The proportion of patients with
normal plasma cortisol values (greater than 150 nmol/L) was significantly
higher in the budesonide groups in both trials (60% to 66%) than in the
prednisolone groups (26% to 28%) at Week 8.
Pediatric Patients (8 to 17
Years of Age)
The effectiveness of oral
budesonide, in pediatric patients aged 8 to 17 years, who weigh more than 25 kg
with mild to moderate active Crohn's disease (defined as Crohn's Disease
Activity Index (CDAI) ≥ 200) involving the ileum and/or the ascending
colon, was assessed in one randomized, double-blind, active control study. This
study compared budesonide 9 mg once daily, with prednisolone, administered at
tapering doses starting from 1 mg/kg. Twenty-two (22) patients were treated
with budesonide and 24 patients were treated with prednisolone. After 8 weeks
of treatment, 55% (95% CI: 32%, 77%) of patients treated with budesonide
reached the endpoint (CDAI ≤150), as compared to 68% (95% CI: 47%, 89%)
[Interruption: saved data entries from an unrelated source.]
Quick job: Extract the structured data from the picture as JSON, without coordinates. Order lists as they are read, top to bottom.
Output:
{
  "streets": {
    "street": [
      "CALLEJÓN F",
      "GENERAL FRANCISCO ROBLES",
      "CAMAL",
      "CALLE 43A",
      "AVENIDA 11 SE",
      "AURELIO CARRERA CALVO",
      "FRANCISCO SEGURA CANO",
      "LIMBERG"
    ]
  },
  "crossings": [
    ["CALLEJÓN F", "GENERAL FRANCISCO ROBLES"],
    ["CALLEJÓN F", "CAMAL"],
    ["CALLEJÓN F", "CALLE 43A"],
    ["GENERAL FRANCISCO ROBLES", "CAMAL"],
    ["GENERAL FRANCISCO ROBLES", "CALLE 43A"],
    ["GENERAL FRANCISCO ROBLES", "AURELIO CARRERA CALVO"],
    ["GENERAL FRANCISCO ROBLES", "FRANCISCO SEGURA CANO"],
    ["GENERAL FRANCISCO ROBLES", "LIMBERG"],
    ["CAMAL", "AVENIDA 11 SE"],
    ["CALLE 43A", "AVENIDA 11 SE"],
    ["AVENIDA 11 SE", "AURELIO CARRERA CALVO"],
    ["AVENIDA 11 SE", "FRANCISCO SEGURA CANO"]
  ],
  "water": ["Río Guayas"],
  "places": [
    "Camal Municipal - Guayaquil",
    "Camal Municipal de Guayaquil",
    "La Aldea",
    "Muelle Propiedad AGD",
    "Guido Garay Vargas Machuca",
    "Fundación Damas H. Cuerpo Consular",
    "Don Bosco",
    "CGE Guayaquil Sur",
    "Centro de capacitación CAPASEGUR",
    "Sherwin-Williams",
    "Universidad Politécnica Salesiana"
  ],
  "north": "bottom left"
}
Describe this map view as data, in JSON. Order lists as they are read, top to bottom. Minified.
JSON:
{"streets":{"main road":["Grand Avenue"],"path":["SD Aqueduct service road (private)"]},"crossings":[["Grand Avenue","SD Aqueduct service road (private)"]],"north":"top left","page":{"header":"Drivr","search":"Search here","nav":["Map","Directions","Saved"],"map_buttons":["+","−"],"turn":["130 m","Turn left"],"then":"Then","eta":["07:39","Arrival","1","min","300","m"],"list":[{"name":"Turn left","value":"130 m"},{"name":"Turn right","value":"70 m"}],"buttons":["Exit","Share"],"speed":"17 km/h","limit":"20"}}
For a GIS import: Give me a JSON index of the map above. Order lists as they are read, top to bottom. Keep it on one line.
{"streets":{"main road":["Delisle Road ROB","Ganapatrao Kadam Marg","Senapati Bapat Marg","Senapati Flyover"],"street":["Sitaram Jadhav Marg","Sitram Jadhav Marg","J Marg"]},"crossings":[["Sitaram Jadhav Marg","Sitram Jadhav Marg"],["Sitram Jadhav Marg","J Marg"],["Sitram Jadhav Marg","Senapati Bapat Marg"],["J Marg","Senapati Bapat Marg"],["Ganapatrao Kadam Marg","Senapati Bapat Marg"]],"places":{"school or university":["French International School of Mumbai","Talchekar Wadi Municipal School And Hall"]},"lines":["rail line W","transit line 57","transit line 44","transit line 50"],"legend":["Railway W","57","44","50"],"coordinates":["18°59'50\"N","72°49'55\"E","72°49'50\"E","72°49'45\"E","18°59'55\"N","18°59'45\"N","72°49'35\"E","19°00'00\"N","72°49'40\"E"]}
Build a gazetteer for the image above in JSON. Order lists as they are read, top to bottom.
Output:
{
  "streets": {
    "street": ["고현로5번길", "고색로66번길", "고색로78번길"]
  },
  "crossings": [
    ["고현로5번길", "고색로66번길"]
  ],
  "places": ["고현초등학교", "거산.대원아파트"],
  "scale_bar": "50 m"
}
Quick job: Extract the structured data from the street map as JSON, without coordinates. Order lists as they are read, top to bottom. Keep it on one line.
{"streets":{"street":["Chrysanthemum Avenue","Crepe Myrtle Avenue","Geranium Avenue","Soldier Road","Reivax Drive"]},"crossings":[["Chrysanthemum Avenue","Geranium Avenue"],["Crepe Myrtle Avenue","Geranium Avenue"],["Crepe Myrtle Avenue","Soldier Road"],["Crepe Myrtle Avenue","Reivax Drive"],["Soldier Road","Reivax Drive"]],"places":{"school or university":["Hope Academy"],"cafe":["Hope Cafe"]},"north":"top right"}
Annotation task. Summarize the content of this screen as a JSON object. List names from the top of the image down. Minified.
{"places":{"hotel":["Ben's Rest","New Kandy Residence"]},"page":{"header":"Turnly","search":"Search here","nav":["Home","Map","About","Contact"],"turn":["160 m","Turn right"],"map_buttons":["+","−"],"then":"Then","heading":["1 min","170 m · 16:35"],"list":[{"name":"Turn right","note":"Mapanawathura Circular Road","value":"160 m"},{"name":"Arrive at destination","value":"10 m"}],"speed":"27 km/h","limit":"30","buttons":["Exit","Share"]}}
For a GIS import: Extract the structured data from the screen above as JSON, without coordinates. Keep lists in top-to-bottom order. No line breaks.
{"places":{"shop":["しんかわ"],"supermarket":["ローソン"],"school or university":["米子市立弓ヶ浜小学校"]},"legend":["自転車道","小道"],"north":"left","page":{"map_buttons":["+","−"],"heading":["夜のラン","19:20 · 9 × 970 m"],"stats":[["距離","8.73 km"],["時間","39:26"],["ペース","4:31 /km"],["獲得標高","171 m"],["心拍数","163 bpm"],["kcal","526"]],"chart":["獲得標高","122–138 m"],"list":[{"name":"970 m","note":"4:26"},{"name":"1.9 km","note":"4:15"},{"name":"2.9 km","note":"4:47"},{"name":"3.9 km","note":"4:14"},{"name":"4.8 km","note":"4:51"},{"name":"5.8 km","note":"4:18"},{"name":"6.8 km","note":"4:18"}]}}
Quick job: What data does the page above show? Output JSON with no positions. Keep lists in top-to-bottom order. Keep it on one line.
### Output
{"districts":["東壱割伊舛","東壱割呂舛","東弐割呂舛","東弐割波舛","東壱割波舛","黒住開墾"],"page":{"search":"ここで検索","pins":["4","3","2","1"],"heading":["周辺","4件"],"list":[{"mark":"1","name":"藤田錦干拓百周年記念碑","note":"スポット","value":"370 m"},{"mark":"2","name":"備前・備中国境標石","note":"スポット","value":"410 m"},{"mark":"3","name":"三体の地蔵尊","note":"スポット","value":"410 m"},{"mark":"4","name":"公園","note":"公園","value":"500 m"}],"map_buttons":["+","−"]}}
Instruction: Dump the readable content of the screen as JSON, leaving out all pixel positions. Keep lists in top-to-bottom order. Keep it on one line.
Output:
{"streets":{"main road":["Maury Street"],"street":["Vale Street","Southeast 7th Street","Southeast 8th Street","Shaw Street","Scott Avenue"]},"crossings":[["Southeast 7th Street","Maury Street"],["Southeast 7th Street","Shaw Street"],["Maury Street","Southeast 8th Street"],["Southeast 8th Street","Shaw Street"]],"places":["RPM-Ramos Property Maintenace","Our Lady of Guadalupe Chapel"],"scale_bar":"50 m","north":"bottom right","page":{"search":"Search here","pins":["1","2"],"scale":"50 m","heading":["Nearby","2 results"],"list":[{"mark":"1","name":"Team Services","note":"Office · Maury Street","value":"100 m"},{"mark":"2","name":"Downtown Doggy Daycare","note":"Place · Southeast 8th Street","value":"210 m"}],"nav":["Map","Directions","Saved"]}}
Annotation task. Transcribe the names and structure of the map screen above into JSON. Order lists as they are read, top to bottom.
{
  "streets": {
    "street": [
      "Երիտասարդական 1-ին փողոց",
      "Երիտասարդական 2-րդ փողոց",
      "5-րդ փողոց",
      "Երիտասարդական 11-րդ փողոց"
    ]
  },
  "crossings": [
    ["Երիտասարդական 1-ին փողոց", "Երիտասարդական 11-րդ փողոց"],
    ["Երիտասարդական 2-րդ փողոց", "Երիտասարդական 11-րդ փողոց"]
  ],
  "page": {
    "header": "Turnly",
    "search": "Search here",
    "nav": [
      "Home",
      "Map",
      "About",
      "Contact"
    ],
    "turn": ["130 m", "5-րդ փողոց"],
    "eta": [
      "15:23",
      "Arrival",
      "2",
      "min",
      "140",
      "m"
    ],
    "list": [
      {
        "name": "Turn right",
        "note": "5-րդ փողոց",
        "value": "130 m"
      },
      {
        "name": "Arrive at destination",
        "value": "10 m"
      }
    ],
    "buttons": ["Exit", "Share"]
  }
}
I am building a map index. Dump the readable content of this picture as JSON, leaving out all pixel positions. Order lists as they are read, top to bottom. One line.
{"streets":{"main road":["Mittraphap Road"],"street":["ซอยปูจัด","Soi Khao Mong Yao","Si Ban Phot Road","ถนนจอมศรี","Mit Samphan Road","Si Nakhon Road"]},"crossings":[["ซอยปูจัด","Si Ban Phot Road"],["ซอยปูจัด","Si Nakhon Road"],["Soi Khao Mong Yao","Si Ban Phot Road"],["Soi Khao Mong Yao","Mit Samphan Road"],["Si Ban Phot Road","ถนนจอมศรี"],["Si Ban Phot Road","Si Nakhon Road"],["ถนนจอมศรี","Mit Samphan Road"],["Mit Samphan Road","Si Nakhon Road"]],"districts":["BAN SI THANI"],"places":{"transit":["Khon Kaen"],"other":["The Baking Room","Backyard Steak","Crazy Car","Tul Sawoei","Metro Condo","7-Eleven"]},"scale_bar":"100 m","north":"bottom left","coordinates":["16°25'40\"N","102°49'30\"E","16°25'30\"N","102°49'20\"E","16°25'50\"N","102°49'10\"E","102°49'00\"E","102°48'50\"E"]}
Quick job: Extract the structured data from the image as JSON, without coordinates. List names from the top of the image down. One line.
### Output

of patients treated with prednisolone. The average number of liquid or very
soft stools per day (assessed over 7 days) decreased from 1.49 at baseline to
0.96 after treatment with budesonide and 2.00 at baseline to 0.52 after
treatment with prednisolone. The average daily abdominal pain rating (where
0=none, 1=mild, 2=moderate, and 3=severe) decreased from 1.49 at baseline to
0.54 after treatment with budesonide and 1.64 at baseline to 0.38 after 8 weeks
of treatment with prednisolone.
Use of budesonide in this age
group is supported by evidence from adequate and well-controlled studies of
budesonide in adults, and by safety and pharmacokinetic studies performed in
Maintenance Of Clinical
Remission Of Mild To Moderate Crohn’s Disease
The efficacy of oral budesonide
for maintenance of clinical remission were evaluated in four double-blind,
placebo-controlled, 12-month trials in which 380 patients were randomized and
treated once daily with 3 mg or 6 mg budesonide or placebo. Patients ranged in
age from 18 to 73 (mean 37) years. Sixty percent of the patients were female
and 99% were Caucasian. The mean CDAI at entry was 96. Among the four clinical
trials, approximately 75% of the patients enrolled had exclusively ileal
disease. Colonoscopy was not performed following treatment. Budesonide 6 mg per
day prolonged the time to relapse, defined as an increase in CDAI of at least
60 units to a total score greater than 150 or withdrawal due to disease
deterioration. The median time to relapse in the pooled population of the 4
studies was 154 days for patients taking placebo, and 268 days for patients
taking budesonide 6 mg per day. Budesonide 6 mg per day reduced the proportion
of patients with loss of symptom control relative to placebo in the pooled
population for the 4 studies at 3 months (28% versus 45% for placebo).
1. Best WR, Becktel JM,
Singleton JW, Kern F: Development of a Crohn's Disease Activity Index, National
Cooperative Crohn's Disease Study. Gastroenterology 1976; 70(3): 439-444.